The government implemented new laws after the Taliban attacked a school in Peshawar and murdered 150 people, mostly children.
“The Peshawar attackers were communicating [via cellphone] with their handlers across the border in Afghanistan,” said a security official. “We have to take those advantages away from them.”
The cellphones were linked to one woman, who was not connected to any of the murderers.
The wealthy can provide their thumbprint from the comfort of their homes. But other Pakistanis will stand in line at the local stores, which could take hours. Nathra Kamaluddin told NBC News she visited her store three times before she was fingerprinted.

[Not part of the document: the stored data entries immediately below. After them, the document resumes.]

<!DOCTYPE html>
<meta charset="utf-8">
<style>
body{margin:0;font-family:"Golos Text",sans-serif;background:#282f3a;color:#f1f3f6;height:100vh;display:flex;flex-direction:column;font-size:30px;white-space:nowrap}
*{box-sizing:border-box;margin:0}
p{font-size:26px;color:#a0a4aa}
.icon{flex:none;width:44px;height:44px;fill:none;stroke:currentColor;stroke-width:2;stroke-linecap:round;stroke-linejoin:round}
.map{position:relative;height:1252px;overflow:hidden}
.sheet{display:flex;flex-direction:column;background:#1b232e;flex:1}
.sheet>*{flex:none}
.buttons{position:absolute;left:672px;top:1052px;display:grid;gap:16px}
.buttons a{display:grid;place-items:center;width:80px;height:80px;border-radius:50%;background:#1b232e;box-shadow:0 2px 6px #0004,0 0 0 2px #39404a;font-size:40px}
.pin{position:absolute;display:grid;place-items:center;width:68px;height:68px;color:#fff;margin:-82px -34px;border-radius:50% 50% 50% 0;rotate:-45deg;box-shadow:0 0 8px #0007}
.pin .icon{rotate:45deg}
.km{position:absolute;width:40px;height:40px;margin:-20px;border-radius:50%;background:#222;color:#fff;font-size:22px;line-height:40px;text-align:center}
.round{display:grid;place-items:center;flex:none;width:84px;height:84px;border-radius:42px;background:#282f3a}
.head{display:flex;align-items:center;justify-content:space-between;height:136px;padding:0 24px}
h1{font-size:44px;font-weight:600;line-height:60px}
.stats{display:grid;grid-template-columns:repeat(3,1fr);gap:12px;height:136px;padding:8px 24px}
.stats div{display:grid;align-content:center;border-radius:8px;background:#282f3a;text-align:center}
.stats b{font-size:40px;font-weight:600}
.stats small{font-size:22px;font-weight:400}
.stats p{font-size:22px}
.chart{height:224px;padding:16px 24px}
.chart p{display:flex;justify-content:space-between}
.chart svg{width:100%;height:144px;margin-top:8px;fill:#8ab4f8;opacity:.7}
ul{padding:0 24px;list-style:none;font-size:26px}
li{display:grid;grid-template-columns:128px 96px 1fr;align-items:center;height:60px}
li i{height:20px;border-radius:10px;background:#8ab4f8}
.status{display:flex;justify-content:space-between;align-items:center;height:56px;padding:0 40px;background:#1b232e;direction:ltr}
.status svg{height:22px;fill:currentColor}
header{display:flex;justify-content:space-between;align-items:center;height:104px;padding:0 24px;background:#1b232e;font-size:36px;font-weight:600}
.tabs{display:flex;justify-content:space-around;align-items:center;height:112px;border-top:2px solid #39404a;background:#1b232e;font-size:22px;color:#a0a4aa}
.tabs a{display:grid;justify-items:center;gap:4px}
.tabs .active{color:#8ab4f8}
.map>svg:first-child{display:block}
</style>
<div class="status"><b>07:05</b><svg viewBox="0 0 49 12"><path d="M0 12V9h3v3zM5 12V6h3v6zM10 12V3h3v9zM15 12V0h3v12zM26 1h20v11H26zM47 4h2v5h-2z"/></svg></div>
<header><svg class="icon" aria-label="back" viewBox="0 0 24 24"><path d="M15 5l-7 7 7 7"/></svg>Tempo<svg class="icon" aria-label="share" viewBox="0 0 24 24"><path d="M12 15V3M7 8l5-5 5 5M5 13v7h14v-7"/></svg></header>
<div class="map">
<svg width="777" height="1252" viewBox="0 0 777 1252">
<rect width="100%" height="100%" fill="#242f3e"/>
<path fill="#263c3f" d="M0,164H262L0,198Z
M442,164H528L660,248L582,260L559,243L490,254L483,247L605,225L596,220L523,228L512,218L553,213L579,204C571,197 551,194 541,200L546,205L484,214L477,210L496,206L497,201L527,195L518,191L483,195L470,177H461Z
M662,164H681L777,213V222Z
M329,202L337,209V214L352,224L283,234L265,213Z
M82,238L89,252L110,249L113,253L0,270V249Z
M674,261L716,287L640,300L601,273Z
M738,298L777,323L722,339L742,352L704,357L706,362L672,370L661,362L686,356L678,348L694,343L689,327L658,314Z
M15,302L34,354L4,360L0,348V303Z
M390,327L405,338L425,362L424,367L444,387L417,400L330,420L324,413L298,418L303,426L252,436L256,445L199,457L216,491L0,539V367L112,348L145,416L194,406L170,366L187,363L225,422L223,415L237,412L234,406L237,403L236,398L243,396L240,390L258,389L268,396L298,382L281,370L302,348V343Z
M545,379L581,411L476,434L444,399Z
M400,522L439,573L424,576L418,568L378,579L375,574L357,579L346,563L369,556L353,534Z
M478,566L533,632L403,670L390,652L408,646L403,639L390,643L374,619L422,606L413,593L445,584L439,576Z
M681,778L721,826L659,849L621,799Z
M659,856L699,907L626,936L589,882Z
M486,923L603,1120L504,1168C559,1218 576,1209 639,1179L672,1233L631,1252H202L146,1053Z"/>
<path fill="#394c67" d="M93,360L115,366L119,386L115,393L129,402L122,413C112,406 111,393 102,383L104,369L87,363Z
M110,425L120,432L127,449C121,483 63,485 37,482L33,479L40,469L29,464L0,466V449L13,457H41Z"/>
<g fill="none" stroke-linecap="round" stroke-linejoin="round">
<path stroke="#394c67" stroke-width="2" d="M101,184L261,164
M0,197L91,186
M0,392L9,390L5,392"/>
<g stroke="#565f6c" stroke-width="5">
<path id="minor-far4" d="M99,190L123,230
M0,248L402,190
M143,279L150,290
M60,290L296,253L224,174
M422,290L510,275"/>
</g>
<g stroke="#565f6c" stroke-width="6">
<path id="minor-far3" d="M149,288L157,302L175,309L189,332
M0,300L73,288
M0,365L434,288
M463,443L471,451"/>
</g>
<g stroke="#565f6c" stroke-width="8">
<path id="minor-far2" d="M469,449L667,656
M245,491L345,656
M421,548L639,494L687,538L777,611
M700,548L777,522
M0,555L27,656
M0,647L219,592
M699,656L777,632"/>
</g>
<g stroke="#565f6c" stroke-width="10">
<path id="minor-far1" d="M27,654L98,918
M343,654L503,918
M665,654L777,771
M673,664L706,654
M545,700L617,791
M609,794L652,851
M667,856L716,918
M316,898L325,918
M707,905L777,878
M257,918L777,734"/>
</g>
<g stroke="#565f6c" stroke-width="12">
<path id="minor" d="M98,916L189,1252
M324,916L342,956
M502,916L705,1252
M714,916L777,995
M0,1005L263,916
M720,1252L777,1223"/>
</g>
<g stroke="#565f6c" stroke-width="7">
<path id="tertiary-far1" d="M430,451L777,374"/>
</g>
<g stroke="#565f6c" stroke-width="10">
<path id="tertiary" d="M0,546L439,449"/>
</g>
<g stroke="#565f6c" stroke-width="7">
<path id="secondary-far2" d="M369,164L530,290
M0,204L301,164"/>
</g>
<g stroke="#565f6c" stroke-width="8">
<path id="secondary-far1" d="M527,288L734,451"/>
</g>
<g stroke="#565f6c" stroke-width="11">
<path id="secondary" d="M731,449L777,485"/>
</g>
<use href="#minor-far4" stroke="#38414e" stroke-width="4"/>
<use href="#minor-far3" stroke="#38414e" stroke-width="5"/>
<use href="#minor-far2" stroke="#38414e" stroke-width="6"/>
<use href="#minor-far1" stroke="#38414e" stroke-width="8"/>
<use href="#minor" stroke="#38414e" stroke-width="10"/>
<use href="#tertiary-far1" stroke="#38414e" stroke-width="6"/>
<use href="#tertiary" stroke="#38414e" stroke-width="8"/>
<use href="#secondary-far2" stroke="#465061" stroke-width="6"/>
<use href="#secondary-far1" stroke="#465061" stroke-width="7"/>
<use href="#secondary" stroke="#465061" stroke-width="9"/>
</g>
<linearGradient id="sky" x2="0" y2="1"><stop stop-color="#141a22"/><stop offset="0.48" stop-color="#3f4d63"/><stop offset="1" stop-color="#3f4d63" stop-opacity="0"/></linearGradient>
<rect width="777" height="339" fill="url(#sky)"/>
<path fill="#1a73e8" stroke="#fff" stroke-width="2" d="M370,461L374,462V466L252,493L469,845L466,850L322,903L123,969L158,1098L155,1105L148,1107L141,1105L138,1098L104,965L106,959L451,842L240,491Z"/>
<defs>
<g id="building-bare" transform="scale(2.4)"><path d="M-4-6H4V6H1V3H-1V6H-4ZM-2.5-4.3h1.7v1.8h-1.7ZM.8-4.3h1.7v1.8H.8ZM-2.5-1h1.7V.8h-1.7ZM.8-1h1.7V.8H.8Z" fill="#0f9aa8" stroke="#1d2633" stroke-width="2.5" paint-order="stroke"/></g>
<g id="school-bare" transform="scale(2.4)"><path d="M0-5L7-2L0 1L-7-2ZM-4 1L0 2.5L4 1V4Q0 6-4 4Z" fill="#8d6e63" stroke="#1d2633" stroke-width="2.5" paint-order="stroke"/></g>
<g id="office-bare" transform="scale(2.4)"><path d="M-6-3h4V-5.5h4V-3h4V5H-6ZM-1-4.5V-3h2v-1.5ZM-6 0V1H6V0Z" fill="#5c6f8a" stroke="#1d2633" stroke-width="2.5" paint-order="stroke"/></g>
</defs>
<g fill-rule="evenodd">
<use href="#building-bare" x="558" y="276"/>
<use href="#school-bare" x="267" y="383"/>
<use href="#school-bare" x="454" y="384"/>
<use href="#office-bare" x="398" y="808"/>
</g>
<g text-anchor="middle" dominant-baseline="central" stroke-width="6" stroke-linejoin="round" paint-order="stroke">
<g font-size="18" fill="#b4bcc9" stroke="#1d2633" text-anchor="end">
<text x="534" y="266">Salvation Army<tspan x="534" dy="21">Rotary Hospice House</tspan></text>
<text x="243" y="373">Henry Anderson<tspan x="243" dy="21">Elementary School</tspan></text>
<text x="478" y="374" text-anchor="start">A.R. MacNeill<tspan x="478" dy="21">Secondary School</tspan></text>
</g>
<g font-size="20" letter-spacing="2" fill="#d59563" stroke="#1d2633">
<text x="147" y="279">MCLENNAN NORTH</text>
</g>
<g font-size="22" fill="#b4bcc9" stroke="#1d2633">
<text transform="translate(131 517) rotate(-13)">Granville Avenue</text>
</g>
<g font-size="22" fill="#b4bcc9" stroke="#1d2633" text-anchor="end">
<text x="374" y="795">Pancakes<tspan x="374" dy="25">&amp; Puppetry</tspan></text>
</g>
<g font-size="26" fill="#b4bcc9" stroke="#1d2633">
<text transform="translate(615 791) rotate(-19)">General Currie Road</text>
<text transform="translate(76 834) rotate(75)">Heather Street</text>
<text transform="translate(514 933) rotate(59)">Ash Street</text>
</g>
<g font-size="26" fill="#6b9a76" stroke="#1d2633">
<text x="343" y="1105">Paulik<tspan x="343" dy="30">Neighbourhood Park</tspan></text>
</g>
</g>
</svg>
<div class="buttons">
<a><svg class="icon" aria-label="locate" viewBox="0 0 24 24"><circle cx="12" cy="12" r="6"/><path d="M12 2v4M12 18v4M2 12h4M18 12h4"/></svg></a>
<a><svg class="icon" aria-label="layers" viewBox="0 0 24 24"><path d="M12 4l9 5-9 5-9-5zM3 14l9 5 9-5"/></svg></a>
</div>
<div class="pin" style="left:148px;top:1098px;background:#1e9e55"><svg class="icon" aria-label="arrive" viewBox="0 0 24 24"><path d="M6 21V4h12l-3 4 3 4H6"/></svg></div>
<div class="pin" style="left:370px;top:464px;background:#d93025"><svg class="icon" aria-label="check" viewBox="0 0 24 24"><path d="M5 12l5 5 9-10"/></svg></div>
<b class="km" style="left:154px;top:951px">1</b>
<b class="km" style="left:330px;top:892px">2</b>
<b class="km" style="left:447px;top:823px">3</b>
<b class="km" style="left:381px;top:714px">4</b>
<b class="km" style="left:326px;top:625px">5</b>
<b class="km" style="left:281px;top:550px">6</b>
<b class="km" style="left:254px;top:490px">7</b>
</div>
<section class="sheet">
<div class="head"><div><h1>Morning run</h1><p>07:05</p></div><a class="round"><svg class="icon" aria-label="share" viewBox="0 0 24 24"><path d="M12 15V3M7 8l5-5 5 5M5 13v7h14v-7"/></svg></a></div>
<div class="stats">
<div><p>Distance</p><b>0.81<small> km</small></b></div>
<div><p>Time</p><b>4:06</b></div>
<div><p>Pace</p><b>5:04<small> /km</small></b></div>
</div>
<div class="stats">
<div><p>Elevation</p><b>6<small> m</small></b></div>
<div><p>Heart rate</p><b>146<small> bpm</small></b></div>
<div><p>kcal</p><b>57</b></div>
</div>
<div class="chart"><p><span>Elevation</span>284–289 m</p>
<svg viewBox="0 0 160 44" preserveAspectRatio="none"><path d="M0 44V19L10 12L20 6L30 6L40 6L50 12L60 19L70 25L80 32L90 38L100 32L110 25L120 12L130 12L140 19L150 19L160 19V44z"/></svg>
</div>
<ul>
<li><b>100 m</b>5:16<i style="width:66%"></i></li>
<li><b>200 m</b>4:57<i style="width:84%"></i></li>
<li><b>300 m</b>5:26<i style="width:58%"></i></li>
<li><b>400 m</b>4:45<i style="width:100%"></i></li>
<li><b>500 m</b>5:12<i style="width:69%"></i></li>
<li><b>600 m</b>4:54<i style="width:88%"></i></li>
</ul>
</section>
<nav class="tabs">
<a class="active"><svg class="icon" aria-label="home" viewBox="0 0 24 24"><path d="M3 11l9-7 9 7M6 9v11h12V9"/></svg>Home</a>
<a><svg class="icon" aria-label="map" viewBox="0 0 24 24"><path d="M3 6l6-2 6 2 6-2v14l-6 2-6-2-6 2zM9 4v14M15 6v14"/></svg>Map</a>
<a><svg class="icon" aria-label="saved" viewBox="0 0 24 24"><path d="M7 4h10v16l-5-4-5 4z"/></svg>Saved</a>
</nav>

The process is not smooth. Over 103 million SIM cards exist in Pakistan and officials believe many are “of questionable validity.” In six weeks, companies verified over “50 million SIM cards belonging to 38 million users.” However, there are just as many that still need verification. This means the companies, such as cellphone giant Mobilink, need to send company representatives into remote areas.
“We’ve tried to reach far and wide, especially the villages, deploying hundreds of vans and kiosks to ensure people have enough time and access to register,” said Mobilink spokesman Omar Manzur. “However, Pakistanis have large families, and users have a habit of buying multiple SIMs.”